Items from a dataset
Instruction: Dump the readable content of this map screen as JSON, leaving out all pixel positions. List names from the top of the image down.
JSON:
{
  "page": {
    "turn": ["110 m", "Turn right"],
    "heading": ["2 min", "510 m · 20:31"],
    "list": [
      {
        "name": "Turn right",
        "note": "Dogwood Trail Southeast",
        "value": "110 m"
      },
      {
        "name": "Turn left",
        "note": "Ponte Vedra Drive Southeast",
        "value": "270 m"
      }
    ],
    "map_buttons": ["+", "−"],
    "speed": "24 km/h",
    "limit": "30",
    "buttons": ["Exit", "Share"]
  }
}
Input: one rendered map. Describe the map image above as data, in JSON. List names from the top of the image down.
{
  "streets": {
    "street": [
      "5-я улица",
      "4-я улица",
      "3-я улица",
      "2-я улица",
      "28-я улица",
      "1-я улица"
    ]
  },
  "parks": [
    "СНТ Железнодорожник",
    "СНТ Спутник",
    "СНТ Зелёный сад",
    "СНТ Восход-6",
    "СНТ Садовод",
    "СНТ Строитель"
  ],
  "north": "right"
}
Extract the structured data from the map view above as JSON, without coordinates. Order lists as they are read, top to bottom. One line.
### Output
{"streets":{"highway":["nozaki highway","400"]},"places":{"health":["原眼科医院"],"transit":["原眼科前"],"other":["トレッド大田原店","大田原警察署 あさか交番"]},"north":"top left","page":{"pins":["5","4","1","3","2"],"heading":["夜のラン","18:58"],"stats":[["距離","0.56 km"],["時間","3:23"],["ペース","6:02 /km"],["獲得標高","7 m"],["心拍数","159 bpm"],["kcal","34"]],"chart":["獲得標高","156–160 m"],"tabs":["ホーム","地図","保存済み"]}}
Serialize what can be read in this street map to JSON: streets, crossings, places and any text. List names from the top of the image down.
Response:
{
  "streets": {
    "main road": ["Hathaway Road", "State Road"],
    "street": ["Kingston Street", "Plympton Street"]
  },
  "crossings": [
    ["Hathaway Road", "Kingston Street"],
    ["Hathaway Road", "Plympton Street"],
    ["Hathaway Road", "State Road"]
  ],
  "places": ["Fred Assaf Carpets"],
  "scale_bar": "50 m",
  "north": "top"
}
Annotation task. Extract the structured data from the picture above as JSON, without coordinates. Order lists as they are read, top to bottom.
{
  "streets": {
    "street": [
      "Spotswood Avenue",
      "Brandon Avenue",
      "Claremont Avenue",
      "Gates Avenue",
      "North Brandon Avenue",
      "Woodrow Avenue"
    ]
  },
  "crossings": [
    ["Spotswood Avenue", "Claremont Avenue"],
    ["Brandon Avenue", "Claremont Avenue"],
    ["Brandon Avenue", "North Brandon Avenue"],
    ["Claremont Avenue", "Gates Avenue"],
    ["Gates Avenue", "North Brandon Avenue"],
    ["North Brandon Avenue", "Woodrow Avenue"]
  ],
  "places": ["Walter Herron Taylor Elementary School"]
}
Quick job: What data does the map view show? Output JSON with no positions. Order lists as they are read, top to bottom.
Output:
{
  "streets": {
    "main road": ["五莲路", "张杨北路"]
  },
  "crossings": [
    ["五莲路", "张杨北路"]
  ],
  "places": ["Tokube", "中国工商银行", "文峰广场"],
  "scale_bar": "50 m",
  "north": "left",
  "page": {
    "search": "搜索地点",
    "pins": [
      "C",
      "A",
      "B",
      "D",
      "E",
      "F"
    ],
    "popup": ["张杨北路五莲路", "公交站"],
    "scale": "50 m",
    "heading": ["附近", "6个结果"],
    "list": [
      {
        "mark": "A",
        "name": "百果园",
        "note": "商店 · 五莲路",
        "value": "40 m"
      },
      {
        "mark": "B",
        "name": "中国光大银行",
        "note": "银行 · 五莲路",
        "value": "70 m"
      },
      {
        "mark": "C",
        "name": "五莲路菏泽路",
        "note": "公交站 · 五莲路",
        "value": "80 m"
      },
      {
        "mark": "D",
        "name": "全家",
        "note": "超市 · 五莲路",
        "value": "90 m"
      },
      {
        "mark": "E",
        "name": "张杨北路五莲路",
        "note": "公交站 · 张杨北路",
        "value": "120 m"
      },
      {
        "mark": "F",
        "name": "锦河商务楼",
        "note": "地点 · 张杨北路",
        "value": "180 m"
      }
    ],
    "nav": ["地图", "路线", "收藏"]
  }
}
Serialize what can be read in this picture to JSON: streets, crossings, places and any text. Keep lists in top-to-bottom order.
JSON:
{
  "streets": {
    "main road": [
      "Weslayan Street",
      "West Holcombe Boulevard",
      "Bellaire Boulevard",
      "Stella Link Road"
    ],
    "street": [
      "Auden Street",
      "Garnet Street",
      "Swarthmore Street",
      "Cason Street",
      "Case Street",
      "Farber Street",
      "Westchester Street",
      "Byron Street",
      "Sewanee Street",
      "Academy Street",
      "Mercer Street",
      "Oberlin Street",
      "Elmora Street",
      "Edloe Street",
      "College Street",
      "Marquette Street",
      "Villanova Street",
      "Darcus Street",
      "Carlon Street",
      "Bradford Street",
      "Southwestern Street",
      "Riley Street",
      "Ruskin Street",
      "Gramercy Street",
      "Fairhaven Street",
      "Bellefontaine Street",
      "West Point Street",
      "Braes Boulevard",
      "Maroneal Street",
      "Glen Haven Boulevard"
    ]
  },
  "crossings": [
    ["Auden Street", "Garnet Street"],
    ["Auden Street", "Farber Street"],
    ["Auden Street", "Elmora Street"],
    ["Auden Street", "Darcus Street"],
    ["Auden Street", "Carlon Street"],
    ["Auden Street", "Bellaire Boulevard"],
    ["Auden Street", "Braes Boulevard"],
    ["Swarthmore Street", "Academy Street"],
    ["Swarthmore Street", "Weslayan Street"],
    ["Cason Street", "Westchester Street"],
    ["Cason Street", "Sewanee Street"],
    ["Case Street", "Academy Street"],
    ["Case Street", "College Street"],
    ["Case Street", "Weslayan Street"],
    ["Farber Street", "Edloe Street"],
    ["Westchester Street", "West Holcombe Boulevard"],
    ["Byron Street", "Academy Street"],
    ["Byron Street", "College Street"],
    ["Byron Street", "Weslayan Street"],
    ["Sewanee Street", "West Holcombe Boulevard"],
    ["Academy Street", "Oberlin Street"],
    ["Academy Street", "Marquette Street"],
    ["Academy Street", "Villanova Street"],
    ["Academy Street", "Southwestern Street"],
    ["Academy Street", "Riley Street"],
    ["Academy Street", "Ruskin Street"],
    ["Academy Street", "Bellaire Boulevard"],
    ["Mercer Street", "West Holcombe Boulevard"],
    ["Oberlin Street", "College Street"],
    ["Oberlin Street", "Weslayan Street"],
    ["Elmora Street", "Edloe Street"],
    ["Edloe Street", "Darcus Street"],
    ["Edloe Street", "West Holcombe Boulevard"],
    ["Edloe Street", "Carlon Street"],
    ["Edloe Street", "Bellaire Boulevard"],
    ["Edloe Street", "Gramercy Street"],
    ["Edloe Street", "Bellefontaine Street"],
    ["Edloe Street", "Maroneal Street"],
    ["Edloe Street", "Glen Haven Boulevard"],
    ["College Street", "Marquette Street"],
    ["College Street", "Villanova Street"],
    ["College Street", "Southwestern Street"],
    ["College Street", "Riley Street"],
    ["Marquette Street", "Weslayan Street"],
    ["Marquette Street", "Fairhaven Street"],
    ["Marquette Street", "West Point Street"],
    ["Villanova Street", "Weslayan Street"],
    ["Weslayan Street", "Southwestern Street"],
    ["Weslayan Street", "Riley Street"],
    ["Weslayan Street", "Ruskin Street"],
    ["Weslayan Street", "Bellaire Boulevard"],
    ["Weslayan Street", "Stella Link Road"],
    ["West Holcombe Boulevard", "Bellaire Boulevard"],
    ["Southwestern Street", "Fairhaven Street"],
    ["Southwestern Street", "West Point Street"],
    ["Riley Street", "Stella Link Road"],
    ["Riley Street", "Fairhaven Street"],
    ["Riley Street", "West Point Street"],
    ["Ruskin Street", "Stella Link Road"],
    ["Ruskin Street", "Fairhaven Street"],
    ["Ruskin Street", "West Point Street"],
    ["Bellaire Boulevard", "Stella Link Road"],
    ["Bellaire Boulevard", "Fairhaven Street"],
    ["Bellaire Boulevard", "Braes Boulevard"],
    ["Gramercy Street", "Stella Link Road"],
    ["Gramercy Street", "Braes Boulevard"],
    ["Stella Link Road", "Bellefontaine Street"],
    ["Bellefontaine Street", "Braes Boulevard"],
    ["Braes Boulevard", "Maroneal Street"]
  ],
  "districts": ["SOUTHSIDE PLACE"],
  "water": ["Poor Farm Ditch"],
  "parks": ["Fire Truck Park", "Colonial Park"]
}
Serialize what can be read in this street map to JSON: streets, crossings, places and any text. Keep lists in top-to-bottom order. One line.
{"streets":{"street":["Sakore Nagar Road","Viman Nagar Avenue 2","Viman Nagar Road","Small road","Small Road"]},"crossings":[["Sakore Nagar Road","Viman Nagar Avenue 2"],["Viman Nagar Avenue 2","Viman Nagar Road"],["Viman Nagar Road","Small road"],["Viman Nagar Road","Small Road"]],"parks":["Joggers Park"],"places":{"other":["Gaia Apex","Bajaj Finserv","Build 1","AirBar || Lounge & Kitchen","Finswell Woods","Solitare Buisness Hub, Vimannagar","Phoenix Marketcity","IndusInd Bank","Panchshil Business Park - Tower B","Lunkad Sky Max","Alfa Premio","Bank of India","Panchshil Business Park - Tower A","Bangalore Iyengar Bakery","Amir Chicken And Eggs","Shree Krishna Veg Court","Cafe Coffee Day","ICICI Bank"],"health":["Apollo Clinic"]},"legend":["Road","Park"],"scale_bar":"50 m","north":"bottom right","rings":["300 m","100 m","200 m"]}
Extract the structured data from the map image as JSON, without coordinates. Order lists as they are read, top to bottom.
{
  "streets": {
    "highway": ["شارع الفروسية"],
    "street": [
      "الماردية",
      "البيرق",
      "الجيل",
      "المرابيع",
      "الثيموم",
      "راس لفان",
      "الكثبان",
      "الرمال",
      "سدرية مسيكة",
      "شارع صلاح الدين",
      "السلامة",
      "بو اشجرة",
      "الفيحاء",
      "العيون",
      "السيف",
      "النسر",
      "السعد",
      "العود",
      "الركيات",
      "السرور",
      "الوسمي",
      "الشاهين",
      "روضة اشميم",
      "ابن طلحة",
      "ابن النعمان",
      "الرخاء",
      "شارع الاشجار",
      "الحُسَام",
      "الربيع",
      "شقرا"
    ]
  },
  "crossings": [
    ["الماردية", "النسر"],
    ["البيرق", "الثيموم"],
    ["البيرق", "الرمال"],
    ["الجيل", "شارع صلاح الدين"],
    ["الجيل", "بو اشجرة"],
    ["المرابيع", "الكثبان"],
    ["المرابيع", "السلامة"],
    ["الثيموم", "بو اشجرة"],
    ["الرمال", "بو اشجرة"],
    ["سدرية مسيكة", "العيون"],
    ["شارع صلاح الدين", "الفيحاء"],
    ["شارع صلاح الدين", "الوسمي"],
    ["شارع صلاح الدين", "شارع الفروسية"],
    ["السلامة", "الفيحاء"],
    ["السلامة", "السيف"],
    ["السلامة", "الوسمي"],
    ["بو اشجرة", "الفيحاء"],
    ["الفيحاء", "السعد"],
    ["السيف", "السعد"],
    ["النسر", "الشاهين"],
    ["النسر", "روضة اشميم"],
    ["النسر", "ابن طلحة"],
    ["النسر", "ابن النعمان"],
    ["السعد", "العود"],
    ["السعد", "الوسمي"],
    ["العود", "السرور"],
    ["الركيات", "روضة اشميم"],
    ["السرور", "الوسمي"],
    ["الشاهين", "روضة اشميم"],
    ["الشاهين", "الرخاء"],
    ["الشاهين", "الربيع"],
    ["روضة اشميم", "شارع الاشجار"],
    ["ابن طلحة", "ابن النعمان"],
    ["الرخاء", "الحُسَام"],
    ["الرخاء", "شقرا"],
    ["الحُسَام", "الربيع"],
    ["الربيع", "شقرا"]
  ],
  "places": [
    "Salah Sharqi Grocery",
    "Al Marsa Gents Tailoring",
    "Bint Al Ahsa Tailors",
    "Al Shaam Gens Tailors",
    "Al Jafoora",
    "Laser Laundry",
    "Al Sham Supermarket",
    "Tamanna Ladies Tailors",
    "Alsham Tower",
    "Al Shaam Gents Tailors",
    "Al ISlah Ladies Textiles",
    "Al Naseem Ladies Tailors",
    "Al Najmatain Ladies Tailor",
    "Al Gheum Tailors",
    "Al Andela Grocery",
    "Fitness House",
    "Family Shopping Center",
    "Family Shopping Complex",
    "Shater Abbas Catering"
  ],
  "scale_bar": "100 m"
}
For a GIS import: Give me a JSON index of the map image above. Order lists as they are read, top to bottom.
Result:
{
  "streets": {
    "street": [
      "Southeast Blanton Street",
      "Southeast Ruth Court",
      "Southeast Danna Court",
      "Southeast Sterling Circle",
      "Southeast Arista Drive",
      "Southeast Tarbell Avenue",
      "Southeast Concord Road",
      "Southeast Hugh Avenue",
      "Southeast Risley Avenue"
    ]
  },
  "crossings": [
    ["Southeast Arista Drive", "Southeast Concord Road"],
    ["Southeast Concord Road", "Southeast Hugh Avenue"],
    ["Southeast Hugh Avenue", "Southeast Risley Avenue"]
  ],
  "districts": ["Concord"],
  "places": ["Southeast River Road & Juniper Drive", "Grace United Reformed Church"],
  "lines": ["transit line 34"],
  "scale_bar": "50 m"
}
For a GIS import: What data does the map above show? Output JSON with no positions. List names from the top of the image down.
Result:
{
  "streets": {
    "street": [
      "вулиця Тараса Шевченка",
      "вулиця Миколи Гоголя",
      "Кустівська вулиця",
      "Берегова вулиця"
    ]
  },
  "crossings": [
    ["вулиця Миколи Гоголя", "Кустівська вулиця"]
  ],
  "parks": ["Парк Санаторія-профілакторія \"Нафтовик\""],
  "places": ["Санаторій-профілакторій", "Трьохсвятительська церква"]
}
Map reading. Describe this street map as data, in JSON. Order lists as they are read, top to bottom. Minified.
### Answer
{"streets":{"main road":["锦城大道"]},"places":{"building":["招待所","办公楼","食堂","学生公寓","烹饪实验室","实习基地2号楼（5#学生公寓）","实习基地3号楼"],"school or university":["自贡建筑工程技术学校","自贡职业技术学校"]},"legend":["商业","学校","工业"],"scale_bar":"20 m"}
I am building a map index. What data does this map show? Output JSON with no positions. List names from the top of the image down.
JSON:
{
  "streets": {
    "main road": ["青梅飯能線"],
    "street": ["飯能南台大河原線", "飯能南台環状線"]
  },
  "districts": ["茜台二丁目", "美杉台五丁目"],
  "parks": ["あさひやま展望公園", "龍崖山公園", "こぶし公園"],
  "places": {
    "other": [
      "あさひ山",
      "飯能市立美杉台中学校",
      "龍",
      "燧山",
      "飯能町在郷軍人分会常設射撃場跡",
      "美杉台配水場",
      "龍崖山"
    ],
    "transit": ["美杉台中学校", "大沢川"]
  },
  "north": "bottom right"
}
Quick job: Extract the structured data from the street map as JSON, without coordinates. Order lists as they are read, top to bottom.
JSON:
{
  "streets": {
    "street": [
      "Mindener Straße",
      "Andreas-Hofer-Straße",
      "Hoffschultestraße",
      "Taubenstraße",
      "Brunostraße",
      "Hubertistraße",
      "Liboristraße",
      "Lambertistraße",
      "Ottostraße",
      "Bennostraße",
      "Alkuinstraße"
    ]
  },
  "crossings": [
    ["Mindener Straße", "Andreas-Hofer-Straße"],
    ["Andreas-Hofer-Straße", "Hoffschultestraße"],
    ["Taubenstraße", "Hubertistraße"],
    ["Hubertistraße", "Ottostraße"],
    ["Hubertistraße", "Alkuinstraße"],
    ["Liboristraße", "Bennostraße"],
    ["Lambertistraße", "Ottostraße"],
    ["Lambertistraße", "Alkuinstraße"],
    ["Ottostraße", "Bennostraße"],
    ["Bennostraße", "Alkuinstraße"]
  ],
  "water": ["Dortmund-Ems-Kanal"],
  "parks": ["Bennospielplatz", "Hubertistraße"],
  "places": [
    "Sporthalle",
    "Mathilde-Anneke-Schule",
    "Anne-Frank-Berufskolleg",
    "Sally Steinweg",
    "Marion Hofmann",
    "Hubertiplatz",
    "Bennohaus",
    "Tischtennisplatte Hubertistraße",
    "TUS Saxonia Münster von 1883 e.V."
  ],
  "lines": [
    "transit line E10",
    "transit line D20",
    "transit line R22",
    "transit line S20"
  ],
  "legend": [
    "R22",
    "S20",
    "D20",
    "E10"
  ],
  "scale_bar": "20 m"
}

## What is required
Where the word "Darcus" occurs in a line of the records, copy that line.

## Written answer
      "Darcus Street",
    ["Auden Street", "Darcus Street"],
    ["Edloe Street", "Darcus Street"],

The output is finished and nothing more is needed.